== What is being asked ==
Below are some records. Copy every line in them that holds "Input".

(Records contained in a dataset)
══════════

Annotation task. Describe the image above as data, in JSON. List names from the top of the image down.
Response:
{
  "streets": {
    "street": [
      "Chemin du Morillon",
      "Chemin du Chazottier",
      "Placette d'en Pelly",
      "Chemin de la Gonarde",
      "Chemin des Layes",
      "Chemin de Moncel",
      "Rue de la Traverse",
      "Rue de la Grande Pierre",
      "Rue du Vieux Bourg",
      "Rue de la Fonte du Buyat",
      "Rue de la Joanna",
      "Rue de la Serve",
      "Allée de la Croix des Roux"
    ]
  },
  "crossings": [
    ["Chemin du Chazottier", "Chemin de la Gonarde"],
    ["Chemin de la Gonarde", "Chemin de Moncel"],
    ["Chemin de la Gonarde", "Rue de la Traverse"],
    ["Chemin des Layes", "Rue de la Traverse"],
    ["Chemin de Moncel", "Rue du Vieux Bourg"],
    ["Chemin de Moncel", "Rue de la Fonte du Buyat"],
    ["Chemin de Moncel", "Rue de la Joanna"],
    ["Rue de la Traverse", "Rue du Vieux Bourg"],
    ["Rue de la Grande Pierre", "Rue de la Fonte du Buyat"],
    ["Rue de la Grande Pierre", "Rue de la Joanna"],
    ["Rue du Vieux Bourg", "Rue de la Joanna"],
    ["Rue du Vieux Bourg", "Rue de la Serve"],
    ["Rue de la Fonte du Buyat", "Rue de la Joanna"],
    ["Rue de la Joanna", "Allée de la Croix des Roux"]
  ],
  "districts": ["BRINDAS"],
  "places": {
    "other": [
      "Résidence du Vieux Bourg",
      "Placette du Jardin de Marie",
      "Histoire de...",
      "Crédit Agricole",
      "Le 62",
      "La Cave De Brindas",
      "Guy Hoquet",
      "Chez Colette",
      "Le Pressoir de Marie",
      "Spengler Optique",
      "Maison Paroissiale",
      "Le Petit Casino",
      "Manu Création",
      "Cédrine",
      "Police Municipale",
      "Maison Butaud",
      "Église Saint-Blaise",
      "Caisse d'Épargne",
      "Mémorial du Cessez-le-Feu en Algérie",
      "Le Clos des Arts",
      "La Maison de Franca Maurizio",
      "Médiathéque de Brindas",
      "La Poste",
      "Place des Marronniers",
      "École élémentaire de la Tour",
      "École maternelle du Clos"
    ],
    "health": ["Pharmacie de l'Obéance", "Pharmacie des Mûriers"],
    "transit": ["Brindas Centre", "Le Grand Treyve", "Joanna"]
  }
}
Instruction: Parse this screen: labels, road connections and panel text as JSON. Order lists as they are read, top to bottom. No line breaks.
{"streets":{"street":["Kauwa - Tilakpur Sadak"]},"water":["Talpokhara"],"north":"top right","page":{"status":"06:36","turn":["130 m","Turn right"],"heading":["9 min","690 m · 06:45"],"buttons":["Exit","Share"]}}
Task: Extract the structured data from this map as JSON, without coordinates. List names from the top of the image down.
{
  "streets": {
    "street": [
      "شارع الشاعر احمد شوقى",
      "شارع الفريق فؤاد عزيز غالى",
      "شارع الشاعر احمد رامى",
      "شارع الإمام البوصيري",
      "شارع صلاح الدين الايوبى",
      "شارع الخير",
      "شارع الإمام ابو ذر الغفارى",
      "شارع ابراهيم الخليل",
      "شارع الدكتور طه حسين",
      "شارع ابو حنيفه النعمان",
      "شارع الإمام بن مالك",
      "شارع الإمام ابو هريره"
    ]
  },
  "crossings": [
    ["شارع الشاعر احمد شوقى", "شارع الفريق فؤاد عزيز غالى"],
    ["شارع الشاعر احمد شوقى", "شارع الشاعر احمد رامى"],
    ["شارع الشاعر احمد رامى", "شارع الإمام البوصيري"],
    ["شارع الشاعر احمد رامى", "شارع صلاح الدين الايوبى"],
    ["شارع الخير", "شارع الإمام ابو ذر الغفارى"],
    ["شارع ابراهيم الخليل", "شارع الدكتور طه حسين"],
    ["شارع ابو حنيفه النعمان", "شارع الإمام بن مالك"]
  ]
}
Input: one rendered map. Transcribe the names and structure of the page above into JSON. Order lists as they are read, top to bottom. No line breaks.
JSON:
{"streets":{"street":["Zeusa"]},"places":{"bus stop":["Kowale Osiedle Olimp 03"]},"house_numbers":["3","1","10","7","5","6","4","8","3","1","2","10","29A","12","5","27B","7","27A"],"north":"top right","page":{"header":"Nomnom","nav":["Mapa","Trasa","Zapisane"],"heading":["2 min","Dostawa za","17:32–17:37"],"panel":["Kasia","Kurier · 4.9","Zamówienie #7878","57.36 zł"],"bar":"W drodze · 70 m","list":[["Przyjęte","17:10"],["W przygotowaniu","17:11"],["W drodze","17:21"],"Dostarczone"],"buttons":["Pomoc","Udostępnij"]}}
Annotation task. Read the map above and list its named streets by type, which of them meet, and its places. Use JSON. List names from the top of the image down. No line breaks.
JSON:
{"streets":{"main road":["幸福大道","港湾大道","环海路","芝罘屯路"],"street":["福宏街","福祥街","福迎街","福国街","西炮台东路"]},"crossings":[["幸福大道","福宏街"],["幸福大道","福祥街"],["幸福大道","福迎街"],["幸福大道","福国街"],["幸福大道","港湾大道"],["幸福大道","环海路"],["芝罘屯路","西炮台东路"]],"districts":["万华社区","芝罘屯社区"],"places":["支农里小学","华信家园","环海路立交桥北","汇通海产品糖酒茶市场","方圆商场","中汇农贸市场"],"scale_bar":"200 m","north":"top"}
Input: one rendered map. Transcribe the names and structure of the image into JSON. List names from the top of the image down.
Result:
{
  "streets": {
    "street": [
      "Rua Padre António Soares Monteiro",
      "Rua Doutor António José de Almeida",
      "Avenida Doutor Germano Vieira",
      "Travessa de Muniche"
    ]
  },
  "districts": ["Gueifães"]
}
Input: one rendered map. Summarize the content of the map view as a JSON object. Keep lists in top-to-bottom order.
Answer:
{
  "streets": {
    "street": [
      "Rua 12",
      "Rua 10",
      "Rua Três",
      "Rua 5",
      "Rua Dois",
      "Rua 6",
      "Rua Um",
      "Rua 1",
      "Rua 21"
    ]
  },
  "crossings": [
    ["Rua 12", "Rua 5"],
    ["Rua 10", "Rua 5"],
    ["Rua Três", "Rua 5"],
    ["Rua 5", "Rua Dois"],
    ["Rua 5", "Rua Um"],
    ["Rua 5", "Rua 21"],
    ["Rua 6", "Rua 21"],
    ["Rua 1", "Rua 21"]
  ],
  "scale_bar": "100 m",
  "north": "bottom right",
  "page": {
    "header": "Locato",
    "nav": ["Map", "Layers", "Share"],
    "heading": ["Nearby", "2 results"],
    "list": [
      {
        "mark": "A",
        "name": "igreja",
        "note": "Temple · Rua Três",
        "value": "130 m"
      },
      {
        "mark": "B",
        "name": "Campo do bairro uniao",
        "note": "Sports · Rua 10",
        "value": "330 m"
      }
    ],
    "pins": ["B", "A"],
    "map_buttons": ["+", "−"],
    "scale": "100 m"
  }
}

══════════

== Exercise solution ==
Input: one rendered map. Transcribe the names and structure of the page above into JSON. Order lists as they are read, top to bottom. No line breaks.
Input: one rendered map. Transcribe the names and structure of the image into JSON. List names from the top of the image down.
Input: one rendered map. Summarize the content of the map view as a JSON object. Keep lists in top-to-bottom order.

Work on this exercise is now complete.